三つ目。教育無償化ですね。いろいろな人が指摘しているように、教育無償化は憲法で書き込む必要はありません。もともと憲法上、義務教育までは親の義務であり無償になっていますから、法律で無償の範囲を拡大すればいいのですから憲法改正の必要はないわけです。もともと高校授業料の無償化が民主党政権の目玉政策だったのに、自民党がそれを批判して安倍政権は所得制限を入れて後退させたわけです。保育園の問題なども含めて、教育の問題に対してより良い対抗的な法律のビジョンを提示するのが望ましいと思います。
四つ目が議員定数の問題です。今の小選挙区制中心の選挙制度が、民意と離れた議会の状況、そして改憲の危険を生んでいるので、自民党案に対抗してぜひ選挙制度の抜本的改正案を提起してほしいと思います。小選挙区制中心ではない、別の選挙区制に移行すべきではないのか。これはもちろん法律改正の議論ですから、改憲の必要はありません。これは議会政治を回復して活性化するための制度改革ですから、立憲民主党の政治的立憲の理念そのものに即していると思います。
今はとりあえず例示しているのですけれども、政府が仮に4項目に絞ってくるならば、立憲という理念に基づいて、その4項目に対するあるべき改憲案と法律(改正)案を示す。こういったものを立憲民主党の独自の理念に基づく政治的主張として提起をしてはどうでしょうか。
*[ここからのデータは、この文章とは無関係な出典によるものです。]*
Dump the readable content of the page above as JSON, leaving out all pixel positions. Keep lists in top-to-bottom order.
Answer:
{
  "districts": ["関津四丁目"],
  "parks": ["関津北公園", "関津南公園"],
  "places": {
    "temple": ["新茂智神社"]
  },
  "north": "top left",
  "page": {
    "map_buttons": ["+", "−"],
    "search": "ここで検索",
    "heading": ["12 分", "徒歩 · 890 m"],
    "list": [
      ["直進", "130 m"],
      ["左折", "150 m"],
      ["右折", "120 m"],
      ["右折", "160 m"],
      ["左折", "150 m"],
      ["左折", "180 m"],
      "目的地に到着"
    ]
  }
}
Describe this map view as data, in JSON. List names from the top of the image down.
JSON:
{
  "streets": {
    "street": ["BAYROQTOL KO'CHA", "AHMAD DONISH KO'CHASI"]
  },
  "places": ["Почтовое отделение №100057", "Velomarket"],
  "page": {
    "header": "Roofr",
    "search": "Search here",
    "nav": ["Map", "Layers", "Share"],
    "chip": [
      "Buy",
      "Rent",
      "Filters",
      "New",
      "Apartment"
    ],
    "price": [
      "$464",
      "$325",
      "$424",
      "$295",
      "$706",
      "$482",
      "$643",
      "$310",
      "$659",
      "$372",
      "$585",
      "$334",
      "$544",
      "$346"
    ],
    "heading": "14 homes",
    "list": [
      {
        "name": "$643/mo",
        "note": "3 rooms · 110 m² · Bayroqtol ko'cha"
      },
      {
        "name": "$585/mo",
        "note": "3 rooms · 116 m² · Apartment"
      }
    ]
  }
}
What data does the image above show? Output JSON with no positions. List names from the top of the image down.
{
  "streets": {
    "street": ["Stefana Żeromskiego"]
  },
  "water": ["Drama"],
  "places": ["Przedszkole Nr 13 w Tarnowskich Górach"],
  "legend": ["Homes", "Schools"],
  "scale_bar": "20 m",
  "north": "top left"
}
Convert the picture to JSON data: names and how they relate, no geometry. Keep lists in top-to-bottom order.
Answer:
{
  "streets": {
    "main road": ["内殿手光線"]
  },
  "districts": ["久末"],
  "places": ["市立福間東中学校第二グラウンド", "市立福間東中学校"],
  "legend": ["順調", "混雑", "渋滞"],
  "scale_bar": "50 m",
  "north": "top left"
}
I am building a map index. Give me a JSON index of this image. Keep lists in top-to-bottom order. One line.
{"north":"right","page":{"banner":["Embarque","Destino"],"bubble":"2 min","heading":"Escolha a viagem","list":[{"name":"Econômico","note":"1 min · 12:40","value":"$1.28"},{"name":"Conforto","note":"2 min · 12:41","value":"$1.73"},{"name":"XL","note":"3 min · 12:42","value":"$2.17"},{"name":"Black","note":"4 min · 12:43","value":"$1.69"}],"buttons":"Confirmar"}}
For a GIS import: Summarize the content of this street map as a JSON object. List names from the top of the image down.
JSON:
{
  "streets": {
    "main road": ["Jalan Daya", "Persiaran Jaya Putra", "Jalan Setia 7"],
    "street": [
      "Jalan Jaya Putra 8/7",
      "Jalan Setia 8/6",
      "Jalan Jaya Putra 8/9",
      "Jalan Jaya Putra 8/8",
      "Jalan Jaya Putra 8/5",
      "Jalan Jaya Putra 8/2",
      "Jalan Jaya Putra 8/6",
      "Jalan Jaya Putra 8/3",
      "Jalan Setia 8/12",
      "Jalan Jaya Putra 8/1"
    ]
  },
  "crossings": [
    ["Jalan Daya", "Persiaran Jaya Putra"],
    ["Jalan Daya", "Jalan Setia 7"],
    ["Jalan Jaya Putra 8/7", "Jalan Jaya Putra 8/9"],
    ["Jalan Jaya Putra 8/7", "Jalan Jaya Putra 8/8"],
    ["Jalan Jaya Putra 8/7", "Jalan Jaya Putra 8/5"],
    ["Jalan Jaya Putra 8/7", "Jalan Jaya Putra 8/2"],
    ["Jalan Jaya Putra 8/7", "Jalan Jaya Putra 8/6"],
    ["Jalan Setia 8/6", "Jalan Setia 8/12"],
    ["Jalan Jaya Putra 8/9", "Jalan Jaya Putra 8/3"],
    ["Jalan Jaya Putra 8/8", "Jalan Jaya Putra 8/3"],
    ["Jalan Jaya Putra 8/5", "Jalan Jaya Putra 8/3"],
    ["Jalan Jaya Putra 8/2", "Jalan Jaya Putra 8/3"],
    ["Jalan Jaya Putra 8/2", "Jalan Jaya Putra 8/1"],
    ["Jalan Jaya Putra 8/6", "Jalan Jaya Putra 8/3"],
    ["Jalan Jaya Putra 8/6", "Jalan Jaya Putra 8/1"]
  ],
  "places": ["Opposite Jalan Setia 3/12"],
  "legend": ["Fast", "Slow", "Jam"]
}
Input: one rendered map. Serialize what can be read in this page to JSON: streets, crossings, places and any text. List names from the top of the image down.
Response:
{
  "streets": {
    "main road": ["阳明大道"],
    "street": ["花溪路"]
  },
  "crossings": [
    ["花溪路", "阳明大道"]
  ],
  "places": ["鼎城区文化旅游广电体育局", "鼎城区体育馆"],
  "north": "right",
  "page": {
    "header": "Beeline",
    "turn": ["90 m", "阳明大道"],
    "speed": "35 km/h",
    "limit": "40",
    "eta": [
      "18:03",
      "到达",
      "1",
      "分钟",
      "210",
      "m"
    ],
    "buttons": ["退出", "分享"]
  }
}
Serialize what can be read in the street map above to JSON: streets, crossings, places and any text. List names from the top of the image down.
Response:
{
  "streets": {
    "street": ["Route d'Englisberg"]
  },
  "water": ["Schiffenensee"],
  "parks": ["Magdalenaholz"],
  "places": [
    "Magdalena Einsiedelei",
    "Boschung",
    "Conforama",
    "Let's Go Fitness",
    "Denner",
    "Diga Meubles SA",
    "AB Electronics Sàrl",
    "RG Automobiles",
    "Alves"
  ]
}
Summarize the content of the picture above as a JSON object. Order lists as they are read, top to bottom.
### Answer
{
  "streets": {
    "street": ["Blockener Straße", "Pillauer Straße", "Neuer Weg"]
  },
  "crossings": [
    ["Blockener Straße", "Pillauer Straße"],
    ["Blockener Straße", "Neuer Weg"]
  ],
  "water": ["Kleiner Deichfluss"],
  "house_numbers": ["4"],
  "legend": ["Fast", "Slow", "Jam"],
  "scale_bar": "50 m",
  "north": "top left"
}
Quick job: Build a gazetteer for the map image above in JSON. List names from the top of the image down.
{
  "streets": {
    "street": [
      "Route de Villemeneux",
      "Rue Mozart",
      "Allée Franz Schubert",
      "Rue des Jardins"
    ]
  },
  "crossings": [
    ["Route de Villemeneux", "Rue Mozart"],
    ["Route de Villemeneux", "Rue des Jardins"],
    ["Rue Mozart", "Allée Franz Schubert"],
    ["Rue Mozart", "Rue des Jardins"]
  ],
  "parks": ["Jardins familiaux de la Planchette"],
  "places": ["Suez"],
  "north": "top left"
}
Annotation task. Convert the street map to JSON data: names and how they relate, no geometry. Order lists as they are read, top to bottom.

最後に、繰り返しますが、先ほど言ったように、こういった政治的な立憲の主張を独自にしても、他方で自公に対抗する野党や市民も含めた立憲主義連合として、9条加憲・改憲に反対し安保法制と共謀罪を廃止する、という点における結集を呼びかけるということも同時に積極的に行うべきだと思います。それは全部、憲法学的な立憲主義に反するので、立憲民主党の理念に存在する、憲法的な立憲主義に基づいてこれも明確に提案してほしいと思います。
おそらく、立憲民主党が独自案を出そうとすると、護憲派の人は不安になったり反対したりすると思われるので、その両方の課題を平行して行なっていく。これによって独自の支持者を増やすと同時に、広範な結集を可能にする。そうして思想信条を超えた広範な国民の主権者意識を喚起し、もし与党が改憲の発議を強行するなら、主権者たる国民の意思によってそれを否決する。それによって日本国憲法は改めて国民によって選び直されることになります。そうすれば、もはや保守的な押しつけ憲法論は説得力が完全に色あせるでしょう。これは、立憲主義的な市民革命につながると思います。民主主義の危機を民主主義の再生へと転化するための大戦略をしっかりと打ち出してほしいと思います。